1904–1909 (res.): Hemming Robeson
1910–1919 (ret.): Ravenscroft Stewart
From 30 May 1919, the archdeaconry was renamed Swindon.
1919–1928 (res.): Reginald Talbot
1928–1947 (ret.): Ronald Ramsay (also Bishop suffragan of Malmesbury, 1927–1946)
1947–1963 (ret.): Leonard Cornwell (afterwards archdeacon emeritus)
1963–1969 (res.): Cyril Bowles
1970–1973 (res.): Freddy Temple
1974–1982 (ret.): Jeffrey Maples (afterwards archdeacon emeritus)
1982–1992 (ret.): Kenneth Clark
1992–1997 (res.): Michael Middleton
1998–1999: Alan Hawker (became Archdeacon of Malmesbury)
Since 1999, the archdeaconry has been called Malmesbury.
19991 November 2010 (ret.): Alan Hawker (previously Archdeacon of Swindon; afterwards archdeacon emeritus)
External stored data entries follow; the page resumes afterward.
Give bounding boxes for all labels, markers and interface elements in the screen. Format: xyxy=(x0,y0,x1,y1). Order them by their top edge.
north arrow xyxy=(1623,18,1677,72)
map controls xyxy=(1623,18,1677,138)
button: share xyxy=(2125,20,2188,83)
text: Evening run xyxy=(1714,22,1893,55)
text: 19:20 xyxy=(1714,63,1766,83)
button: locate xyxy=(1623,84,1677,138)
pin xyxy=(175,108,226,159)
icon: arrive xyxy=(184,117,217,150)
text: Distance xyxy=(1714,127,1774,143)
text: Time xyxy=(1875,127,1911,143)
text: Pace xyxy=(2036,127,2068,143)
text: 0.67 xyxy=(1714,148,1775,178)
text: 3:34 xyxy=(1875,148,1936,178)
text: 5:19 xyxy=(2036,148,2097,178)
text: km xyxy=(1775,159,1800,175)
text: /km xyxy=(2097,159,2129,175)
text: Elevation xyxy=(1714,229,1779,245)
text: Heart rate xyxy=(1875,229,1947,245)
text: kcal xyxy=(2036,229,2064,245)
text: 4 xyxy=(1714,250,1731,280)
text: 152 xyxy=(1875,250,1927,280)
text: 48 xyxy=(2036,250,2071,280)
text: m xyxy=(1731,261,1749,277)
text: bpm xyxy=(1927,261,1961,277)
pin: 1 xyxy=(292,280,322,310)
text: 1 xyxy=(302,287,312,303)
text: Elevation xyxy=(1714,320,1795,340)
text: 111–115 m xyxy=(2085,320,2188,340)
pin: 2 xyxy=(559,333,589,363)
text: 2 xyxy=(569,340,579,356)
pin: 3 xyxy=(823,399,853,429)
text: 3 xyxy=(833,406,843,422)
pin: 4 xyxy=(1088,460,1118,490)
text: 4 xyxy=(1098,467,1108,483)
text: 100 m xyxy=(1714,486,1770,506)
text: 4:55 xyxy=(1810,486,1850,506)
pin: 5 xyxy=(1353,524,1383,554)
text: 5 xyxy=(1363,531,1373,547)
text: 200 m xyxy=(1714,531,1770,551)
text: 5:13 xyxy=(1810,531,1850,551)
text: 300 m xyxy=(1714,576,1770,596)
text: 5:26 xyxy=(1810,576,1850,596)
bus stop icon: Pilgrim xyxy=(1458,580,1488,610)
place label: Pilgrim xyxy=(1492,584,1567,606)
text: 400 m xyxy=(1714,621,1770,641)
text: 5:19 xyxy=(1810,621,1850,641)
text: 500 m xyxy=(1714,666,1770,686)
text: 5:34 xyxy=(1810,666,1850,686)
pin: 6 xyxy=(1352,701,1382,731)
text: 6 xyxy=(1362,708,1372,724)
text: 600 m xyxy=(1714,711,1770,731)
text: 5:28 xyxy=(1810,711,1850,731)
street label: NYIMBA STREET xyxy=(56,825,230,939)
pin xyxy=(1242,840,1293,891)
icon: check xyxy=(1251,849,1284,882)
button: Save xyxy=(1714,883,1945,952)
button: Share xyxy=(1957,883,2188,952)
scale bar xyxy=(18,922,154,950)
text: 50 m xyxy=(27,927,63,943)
1 November 2010 – 2011 (Acting): Hedley Ringrose
201130 September 2018 (ret.): Christine Froude (also Acting Archdeacon of Bristol from December 2012)
from January 2013 until 1 April 2015, Derek Chedzey was part-time Assistant Archdeacon for the diocese
4 October 20182019: Graham Archer (Acting)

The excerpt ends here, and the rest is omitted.